Why does this matter?

When you deploy this service behind a reverse proxy (Cloudflare, nginx, AWS ALB), you'll encounter:

Problem Impact
Connection Timeouts Cloudflare's 100s timeout kills long requests
Gateway Errors Users see 504 errors for slow downloads
Poor UX No progress feedback during long waits
Resource Waste Open connections consume server memory

Try it yourself:

# Start the server (10-120s random delays)
npm run start

# This request will likely timeout (REQUEST_TIMEOUT_MS=30s)
curl -X POST http://localhost:3000/v1/download/start \
  -H "Content-Type: application/json" \
  -d '{"file_id": 70000}'

# Watch the server logs - you'll see:
# [Download] Starting file_id=70000 | delay=85.3s (range: 10s-120s) | enabled=true

Your challenge: Design solutions that handle these variable processing times gracefully!


Hackathon Challenges

Challenge Max Points Difficulty
Challenge 1: S3 Storage Integration 15 Medium
Challenge 2: Architecture Design 15 Hard
Challenge 3: CI/CD Pipeline 10 Medium
Challenge 4: Observability (Bonus) 10 Hard
Maximum Total 50

Challenge 1: Self-Hosted S3 Storage Integration

Your Mission

The current Docker configuration does not include a self-hosted S3-compatible storage service.
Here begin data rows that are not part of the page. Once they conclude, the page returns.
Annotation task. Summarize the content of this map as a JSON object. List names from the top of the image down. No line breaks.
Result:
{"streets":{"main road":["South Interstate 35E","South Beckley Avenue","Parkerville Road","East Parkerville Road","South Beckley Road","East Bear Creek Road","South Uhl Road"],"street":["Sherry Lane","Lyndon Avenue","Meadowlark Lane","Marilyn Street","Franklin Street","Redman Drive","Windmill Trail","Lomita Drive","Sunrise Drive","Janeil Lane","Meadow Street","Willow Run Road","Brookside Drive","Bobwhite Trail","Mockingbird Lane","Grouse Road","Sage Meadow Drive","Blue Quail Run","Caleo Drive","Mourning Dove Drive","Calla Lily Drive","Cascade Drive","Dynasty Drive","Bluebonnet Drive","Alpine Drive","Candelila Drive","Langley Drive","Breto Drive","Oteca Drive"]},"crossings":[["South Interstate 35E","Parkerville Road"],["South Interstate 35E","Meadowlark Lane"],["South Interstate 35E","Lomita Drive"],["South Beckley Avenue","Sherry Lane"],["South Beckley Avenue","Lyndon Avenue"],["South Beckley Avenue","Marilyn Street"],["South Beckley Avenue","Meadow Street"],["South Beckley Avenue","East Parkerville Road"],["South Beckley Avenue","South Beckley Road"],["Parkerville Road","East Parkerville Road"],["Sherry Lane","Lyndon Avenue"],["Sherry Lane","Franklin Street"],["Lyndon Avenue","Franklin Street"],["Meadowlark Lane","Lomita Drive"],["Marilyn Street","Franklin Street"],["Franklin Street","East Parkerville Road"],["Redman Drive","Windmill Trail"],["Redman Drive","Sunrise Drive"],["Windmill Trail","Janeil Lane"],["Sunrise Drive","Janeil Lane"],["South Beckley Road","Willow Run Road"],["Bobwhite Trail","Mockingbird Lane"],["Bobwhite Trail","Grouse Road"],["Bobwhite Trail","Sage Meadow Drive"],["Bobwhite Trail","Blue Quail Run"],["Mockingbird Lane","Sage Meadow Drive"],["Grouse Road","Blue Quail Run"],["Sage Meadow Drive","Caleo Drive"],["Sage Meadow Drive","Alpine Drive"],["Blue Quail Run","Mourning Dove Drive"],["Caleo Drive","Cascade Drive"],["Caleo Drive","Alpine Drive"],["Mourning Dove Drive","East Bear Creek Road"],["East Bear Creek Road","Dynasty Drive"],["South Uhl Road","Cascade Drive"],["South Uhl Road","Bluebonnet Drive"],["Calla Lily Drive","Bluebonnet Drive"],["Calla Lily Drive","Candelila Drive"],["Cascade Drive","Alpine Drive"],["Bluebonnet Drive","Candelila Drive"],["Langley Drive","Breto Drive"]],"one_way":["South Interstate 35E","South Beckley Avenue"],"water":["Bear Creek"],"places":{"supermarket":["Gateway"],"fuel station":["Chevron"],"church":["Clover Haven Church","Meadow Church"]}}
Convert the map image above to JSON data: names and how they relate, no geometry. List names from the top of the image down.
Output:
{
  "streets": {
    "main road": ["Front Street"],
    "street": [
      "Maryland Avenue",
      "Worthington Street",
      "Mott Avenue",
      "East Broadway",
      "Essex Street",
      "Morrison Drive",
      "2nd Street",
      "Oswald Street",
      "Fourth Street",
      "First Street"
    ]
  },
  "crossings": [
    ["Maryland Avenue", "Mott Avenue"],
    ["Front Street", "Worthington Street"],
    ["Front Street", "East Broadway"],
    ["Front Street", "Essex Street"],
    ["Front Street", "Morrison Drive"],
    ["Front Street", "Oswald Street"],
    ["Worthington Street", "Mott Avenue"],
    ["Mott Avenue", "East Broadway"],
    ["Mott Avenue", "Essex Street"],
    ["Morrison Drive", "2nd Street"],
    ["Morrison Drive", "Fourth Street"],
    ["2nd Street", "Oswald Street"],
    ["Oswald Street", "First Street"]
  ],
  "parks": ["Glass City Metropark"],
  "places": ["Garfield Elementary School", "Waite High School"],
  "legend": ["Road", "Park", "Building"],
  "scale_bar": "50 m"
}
Your challenge is to:

  1. Modify the Docker Compose files (docker/compose.dev.yml and/or docker/compose.prod.yml) to include a self-hosted S3-compatible storage service
  2. Configure the API to connect to your storage service
  3. Verify the health endpoint returns "storage": "ok"

Recommended S3-Compatible Storage Options

Option 1: RustFS (Recommended)

RustFS is a lightweight, high-performance S3-compatible object storage written in Rust.

Option 2: MinIO

MinIO is a popular, production-ready S3-compatible object storage.

Requirements

Your solution must:

  • Add an S3-compatible storage service to Docker Compose
  • Create the required bucket (downloads) on startup
  • Configure proper networking between services
  • Update environment variables to connect the API to storage
  • Pass all E2E tests (npm run test:e2e)
  • Health endpoint must return {"status": "healthy", "checks": {"storage": "ok"}}

Hints

  1. The API expects these S3 environment variables:

    • S3_ENDPOINT - Your storage service URL (e.g., http://minio:9000)
    • S3_ACCESS_KEY_ID - Access key
    • S3_SECRET_ACCESS_KEY - Secret key
    • S3_BUCKET_NAME - Bucket name (use downloads)
    • S3_FORCE_PATH_STYLE - Set to true for self-hosted S3
  2. Services in Docker Compose can communicate using service names as hostnames

  3. You may need an init container or script to create the bucket

  4. Check the /health endpoint to verify storage connectivity

Testing Your Solution

# Run the full test suite
npm run test:e2e

# Or test manually
curl http://localhost:3000/health
# Expected: {"status":"healthy","checks":{"storage":"ok"}}

curl -X POST http://localhost:3000/v1/download/check \
  -H "Content-Type: application/json" \
  -d '{"file_id": 70000}'

Challenge 2: Long-Running Download Architecture Design

The Problem

This microservice handles file downloads that can vary significantly in processing time:

  • Fast downloads: Complete within ~10 seconds
  • Slow downloads: Can take up to 120+ seconds

When integrating this service with a frontend application or external services behind a reverse proxy (like Cloudflare, nginx, or AWS ALB), you will encounter critical issues:

  1. Connection Timeouts: Proxies like Cloudflare have default timeouts (100 seconds) and will terminate long-running HTTP connections
  2. User Experience: Users waiting 2+ minutes with no feedback leads to poor UX
  3. Resource Exhaustion: Holding HTTP connections open for extended periods consumes server resources
  4. Retry Storms: If a client's connection is dropped, they may retry, creating duplicate work

Experience the Problem

# Start with production delays (10-120 seconds)
npm run start

# Try to download - this will likely timeout!
curl -X POST http://localhost:3000/v1/download/start \
  -H "Content-Type: application/json" \
  -d '{"file_id": 70000}'

# Server logs will show something like:
# [Download] Starting file_id=70000 | delay=95.2s (range: 10s-120s) | enabled=true
# But your request times out at 30 seconds (REQUEST_TIMEOUT_MS)

Your Mission

Write a complete implementation plan that addresses how to integrate this download microservice with a fullstack application while handling variable download times gracefully.

Deliverables

Create a document (ARCHITECTURE.md) that includes:

1. Architecture Diagram
  • Visual representation of the proposed system
  • Show all components and their interactions
  • Include data flow for both fast and slow downloads
2. Technical Approach

Choose and justify ONE of these patterns (or propose your own):

Option A: Polling Pattern

Client → POST /download/initiate → Returns jobId immediately
Client → GET /download/status/:jobId (poll every N seconds)
Client → GET /download/:jobId (when ready)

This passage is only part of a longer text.